The fair market value was approximately $11.2 billion at December 31, 2011 and $9.7 billion at December 31, 2010.

In addition to the long-term debt obligations shown above, International Paper has $5.2 billion of debt obligations payable to non-consolidated variable interest entities having principal payments of $5.2 billion due in 2016, for which International Paper has, and intends to effect, a legal right to offset these obligations with Class B interests held in the entities. Accordingly, in the accompanying consolidated balance sheet, International Paper has offset the $5.2 billion of debt obligations with $5.2 billion of Class B interests in these entities as of December 31, 2011 (see Note 11).

 

Total maturities of long-term debt over the next five years are 2012 – $719 million; 2013 – $168 million; 2014 – $571 million; 2015 – $455 million; and 2016 – $452 million. At December 31, 2010, International Paper classified $100 million of current maturities of long-term debt as Long-term debt.
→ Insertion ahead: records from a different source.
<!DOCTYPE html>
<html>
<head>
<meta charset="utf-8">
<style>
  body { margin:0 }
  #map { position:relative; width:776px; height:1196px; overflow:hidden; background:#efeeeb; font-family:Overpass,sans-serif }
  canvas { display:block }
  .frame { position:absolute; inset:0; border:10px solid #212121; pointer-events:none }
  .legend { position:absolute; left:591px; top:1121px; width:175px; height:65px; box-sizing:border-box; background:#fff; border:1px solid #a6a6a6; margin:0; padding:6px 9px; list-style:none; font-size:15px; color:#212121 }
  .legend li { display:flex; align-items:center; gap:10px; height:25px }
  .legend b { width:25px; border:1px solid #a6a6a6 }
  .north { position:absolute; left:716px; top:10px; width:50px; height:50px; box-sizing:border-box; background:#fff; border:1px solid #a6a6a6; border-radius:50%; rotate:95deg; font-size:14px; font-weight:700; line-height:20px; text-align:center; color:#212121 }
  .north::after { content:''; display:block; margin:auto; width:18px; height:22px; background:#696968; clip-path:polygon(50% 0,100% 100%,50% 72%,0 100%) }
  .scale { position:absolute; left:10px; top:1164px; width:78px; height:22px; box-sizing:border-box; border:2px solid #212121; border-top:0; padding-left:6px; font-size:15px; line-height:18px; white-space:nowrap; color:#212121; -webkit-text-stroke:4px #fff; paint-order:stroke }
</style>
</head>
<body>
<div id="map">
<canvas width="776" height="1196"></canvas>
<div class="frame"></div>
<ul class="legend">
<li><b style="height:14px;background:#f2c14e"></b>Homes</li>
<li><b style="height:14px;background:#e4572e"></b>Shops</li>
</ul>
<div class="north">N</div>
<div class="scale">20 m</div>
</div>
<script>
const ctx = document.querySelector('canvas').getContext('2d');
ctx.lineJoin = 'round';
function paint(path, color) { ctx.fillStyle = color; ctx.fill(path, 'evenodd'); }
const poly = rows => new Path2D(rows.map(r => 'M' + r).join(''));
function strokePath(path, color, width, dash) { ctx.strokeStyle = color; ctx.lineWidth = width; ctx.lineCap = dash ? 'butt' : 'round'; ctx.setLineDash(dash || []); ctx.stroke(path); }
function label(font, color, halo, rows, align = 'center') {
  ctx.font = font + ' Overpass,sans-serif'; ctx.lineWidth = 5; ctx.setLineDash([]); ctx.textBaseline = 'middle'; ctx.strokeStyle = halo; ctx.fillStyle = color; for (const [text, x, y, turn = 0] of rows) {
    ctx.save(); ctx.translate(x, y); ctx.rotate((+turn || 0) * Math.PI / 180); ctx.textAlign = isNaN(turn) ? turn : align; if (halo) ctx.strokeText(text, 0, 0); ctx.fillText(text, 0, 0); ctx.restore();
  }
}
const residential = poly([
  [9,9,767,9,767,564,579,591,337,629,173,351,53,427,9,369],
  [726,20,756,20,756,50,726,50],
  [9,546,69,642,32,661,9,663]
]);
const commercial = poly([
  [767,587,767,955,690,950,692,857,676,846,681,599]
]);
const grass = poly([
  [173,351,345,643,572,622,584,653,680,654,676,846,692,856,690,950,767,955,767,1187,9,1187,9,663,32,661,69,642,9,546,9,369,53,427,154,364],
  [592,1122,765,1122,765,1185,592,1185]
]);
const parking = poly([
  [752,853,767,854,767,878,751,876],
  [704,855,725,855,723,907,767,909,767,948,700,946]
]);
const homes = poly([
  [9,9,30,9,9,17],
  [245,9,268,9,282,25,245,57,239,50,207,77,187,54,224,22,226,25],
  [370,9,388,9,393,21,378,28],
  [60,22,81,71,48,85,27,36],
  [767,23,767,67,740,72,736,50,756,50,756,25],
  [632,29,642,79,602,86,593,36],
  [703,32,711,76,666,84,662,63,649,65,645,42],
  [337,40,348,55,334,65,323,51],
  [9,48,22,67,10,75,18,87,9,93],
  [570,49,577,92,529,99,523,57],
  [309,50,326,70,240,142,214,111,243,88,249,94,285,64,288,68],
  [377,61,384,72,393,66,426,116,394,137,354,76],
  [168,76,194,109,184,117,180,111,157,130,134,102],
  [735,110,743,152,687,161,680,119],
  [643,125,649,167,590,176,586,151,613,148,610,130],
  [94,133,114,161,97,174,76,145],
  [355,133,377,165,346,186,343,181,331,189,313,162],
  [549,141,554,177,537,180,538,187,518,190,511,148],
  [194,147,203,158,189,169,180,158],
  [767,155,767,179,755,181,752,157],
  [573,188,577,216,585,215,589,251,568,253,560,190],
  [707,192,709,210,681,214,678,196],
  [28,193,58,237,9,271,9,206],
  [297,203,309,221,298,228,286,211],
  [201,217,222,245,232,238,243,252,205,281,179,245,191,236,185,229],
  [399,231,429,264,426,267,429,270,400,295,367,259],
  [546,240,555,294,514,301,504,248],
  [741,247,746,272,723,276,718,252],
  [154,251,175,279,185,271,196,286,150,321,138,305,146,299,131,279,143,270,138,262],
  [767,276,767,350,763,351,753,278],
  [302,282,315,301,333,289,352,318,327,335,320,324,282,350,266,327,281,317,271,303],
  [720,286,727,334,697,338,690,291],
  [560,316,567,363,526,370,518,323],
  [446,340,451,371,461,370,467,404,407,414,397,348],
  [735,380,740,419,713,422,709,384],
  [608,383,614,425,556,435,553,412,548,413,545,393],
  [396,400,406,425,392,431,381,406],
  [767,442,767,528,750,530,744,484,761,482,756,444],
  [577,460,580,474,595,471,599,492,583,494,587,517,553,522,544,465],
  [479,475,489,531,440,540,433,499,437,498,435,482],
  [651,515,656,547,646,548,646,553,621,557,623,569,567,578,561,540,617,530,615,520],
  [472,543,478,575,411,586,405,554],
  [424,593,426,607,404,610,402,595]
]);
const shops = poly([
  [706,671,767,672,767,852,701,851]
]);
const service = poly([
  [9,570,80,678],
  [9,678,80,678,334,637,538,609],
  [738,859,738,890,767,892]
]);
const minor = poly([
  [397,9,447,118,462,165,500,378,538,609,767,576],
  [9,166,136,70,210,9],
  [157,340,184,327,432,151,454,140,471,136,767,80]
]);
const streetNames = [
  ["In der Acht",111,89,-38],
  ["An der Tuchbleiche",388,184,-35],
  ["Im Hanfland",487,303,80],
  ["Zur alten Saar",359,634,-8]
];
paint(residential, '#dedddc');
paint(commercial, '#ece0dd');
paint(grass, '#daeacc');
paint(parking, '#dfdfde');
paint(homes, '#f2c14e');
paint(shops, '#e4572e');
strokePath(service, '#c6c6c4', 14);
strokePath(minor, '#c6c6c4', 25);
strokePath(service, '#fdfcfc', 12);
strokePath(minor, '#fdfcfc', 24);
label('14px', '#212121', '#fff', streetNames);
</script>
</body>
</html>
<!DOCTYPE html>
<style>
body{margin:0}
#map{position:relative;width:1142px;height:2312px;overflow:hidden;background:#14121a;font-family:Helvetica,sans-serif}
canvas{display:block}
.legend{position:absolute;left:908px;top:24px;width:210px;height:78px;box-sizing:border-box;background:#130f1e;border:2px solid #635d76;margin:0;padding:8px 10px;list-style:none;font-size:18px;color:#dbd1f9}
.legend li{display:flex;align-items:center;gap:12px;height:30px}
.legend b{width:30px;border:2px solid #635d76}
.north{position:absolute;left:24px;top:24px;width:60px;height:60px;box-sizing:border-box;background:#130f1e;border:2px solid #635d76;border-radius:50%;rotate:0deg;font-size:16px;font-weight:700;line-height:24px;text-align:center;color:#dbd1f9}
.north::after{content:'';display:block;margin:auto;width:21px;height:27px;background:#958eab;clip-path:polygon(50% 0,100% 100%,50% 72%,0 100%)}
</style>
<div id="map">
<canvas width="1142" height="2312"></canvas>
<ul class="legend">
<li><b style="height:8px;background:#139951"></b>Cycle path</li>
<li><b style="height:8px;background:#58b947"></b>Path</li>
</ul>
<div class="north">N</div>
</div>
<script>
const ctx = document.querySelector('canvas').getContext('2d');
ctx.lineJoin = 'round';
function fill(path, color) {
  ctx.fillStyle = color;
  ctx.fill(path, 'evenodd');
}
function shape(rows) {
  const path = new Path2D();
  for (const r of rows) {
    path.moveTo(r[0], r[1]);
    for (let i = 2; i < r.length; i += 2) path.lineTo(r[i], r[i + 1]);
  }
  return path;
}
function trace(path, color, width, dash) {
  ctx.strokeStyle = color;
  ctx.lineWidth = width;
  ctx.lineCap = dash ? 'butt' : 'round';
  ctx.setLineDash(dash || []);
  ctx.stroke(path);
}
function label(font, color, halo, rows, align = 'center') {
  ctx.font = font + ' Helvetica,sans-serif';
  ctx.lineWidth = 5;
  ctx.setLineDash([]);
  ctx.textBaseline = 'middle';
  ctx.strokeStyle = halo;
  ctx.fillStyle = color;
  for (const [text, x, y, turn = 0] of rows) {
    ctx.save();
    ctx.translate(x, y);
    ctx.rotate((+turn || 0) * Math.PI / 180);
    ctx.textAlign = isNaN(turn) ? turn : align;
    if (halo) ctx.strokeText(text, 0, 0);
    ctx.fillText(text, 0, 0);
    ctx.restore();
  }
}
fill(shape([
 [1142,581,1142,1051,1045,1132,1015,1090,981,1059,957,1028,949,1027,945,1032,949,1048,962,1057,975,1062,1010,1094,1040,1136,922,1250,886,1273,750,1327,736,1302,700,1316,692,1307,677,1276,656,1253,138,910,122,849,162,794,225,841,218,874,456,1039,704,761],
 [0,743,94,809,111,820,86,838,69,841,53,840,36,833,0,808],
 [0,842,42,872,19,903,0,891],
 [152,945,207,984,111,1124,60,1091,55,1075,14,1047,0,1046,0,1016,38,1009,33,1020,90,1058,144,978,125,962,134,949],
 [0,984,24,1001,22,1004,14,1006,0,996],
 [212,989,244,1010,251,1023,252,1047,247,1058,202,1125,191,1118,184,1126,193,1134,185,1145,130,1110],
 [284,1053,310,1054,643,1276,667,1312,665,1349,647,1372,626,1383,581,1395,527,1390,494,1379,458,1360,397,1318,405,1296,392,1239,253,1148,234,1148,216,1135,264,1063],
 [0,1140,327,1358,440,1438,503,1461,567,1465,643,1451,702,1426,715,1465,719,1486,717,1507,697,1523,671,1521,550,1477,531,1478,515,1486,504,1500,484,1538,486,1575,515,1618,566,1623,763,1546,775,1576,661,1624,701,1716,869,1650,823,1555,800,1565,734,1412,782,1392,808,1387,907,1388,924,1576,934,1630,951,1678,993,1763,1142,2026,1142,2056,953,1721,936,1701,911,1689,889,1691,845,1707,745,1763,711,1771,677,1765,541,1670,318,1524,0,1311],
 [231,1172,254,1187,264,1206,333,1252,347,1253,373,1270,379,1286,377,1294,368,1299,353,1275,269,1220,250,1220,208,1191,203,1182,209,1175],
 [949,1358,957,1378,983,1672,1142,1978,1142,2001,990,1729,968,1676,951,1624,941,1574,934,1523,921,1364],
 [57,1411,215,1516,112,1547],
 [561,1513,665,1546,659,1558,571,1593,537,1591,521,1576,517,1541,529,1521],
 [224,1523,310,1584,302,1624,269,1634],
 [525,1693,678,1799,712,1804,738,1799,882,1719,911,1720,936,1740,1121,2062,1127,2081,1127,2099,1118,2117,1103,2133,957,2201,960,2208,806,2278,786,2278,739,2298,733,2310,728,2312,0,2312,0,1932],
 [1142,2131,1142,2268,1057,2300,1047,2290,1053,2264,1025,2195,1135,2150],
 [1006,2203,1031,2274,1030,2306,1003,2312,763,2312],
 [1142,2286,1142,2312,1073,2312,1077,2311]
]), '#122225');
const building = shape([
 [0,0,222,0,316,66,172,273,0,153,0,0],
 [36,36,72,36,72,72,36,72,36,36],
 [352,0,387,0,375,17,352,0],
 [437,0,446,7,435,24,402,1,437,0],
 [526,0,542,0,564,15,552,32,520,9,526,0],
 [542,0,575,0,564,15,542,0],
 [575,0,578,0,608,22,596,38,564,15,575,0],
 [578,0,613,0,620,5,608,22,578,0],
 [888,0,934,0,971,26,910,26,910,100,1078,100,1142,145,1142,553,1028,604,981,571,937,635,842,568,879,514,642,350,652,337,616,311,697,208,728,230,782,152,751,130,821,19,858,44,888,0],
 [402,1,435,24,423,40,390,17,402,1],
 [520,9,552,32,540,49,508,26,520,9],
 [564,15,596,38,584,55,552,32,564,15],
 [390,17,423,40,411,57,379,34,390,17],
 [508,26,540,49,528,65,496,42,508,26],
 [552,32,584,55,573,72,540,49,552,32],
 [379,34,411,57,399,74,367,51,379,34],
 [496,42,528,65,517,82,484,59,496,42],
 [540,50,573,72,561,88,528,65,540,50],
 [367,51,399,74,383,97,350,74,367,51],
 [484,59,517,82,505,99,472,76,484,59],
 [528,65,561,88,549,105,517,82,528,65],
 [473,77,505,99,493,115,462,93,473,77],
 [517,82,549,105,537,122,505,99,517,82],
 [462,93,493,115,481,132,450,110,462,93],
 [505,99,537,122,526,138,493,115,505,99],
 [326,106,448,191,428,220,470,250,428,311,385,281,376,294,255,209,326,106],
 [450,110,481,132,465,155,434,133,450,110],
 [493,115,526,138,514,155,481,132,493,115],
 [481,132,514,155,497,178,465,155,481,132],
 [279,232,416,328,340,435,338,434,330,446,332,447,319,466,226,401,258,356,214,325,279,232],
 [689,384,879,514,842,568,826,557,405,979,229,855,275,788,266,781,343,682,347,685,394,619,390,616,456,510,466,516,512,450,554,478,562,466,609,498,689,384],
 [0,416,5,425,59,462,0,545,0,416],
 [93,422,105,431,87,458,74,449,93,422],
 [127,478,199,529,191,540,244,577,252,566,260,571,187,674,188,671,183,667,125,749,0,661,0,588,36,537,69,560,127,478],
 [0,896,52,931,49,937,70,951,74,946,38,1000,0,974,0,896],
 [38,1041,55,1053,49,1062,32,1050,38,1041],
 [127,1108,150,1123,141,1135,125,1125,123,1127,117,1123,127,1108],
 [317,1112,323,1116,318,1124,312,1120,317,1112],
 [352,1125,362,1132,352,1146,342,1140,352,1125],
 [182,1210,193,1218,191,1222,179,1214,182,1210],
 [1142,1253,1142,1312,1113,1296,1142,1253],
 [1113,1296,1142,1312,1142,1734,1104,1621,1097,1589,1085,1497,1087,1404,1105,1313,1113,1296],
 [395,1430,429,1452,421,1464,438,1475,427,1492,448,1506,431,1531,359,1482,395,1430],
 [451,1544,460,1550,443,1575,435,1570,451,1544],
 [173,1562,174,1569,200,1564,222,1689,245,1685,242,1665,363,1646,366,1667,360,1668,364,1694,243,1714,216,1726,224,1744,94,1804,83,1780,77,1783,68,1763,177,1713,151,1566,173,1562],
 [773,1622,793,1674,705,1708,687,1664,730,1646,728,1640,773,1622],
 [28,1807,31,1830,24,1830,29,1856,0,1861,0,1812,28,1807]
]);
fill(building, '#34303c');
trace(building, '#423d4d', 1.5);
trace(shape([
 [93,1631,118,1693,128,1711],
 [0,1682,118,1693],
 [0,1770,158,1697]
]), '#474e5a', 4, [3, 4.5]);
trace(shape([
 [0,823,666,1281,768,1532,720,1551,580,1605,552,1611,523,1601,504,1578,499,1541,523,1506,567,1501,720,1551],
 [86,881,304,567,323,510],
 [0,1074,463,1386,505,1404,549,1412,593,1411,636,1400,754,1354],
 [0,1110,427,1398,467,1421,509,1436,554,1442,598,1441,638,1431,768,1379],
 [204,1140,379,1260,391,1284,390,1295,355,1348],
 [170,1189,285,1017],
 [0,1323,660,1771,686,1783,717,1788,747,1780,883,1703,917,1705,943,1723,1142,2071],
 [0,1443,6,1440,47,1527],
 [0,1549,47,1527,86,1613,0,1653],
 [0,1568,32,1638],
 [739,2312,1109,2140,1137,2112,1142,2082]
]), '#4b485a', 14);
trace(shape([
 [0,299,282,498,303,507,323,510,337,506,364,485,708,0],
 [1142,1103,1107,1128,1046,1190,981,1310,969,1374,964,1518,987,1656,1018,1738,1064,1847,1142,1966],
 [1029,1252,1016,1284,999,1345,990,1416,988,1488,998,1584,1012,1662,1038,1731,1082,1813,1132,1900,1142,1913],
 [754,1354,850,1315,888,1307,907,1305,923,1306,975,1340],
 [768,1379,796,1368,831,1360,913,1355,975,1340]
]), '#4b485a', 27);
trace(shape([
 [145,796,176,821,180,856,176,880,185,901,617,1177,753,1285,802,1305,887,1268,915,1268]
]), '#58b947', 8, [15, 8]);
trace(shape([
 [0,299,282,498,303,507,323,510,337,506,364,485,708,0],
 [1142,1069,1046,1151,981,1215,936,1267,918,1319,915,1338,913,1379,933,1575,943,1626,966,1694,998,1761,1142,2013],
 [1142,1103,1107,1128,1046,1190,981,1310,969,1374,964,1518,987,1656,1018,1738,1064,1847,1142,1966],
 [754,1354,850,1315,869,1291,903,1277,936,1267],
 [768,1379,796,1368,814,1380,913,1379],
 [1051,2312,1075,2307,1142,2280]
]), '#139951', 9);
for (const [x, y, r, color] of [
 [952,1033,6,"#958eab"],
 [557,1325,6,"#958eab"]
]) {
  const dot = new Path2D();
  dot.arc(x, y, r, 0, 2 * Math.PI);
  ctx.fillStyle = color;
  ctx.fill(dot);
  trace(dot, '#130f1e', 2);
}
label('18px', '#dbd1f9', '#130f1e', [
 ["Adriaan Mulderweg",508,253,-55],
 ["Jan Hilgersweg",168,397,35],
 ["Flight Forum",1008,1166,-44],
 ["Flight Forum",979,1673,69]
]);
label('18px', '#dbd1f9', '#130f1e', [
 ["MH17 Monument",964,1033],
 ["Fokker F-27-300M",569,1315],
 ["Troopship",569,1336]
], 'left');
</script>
International Paper has the intent and ability to renew or convert these obligations, as evidenced by the available bank credit agreements described below.

At December 31, 2011, International Paper's contractually committed credit facilities (the Agreements) totaled $2.5 billion. The Agreements generally provide for interest rates at a floating rate index plus a pre-determined margin dependent upon International Paper's credit rating. The Agreements include a $1.5 billion contractually committed bank facility that expires in August 2016 and has a facility fee of 0.175% payable quarterly. The Agreements also include up to $1.0 billion of commercial paper-based financings based on eligible receivables balances ($919 million available as of December 31, 2011) under a receivables securitization program. On January 11, 2012, the Company amended the receivables securitization program to extend the maturity date from January 2012 to January 2013. The amended agreement has a facility fee of 0.35% payable monthly. At December 31, 2011, there were no borrowings under either the bank facility or receivables securitization program.

Maintaining an investment grade credit rating is an important element of International Paper's financing strategy. At December 31, 2011, the Company held long-term credit ratings of BBB (stable outlook) and Baa3 (stable outlook) by S&P and Moody's, respectively.